Stored entries
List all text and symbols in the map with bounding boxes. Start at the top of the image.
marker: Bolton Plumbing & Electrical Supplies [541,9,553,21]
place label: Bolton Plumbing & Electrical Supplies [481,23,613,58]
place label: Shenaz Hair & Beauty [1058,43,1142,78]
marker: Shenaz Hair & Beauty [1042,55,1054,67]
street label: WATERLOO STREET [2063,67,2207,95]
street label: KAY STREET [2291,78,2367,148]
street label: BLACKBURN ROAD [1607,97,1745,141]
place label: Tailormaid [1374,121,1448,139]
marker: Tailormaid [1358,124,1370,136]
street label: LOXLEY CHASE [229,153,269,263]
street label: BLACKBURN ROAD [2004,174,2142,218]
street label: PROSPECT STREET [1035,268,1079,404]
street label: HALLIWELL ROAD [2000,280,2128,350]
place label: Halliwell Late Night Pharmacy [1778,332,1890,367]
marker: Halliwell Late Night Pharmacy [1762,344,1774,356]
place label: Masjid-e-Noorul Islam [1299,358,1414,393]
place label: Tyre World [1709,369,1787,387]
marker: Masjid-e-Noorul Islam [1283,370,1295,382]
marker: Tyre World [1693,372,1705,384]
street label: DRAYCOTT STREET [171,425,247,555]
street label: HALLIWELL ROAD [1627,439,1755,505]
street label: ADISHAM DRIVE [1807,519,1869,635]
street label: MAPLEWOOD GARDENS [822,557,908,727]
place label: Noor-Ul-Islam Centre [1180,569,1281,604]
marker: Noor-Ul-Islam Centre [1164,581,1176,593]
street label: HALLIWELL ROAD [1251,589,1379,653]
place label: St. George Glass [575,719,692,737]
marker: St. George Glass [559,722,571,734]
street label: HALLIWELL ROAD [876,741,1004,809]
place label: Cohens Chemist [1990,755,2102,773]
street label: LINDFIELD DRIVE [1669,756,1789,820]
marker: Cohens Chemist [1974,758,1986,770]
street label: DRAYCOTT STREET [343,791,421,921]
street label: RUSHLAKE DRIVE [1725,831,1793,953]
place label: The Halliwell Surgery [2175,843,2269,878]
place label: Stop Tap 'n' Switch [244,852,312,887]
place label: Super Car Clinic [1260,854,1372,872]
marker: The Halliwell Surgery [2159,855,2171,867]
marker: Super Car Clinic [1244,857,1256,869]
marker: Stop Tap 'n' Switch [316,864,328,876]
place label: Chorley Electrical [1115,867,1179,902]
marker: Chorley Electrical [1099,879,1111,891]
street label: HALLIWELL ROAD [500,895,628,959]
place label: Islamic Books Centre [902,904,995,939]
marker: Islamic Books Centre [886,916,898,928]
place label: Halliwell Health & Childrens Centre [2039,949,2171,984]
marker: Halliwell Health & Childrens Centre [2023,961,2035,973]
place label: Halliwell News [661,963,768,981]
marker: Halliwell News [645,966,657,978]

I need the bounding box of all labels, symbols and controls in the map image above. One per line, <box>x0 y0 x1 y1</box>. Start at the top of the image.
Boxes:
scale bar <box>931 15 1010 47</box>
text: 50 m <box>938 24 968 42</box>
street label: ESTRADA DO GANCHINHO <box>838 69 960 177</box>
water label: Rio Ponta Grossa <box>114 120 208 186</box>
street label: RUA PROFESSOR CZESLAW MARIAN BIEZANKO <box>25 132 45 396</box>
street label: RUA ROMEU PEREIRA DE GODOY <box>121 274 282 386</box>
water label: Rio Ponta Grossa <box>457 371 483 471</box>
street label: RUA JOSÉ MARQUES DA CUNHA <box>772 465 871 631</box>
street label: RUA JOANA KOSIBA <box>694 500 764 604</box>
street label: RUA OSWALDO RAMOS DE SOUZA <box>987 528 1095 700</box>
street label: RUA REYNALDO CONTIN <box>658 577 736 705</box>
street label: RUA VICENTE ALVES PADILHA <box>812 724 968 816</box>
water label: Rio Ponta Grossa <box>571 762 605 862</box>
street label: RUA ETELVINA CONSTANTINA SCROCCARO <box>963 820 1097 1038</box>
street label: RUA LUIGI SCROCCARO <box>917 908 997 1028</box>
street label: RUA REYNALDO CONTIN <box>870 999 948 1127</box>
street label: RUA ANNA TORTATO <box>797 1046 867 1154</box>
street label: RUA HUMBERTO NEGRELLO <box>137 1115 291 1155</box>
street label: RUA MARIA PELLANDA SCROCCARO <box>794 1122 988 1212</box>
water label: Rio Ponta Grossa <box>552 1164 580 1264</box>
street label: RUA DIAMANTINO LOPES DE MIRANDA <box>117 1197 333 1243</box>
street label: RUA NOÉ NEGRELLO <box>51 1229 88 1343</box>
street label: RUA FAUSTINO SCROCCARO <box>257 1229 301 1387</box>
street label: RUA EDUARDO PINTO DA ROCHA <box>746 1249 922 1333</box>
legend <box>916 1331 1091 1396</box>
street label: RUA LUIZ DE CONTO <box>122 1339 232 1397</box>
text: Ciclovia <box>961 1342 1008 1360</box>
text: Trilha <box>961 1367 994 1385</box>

:: Activity ::
Work through the data and count each line holding the string "symbols". Give only that count.

:: Output ::
2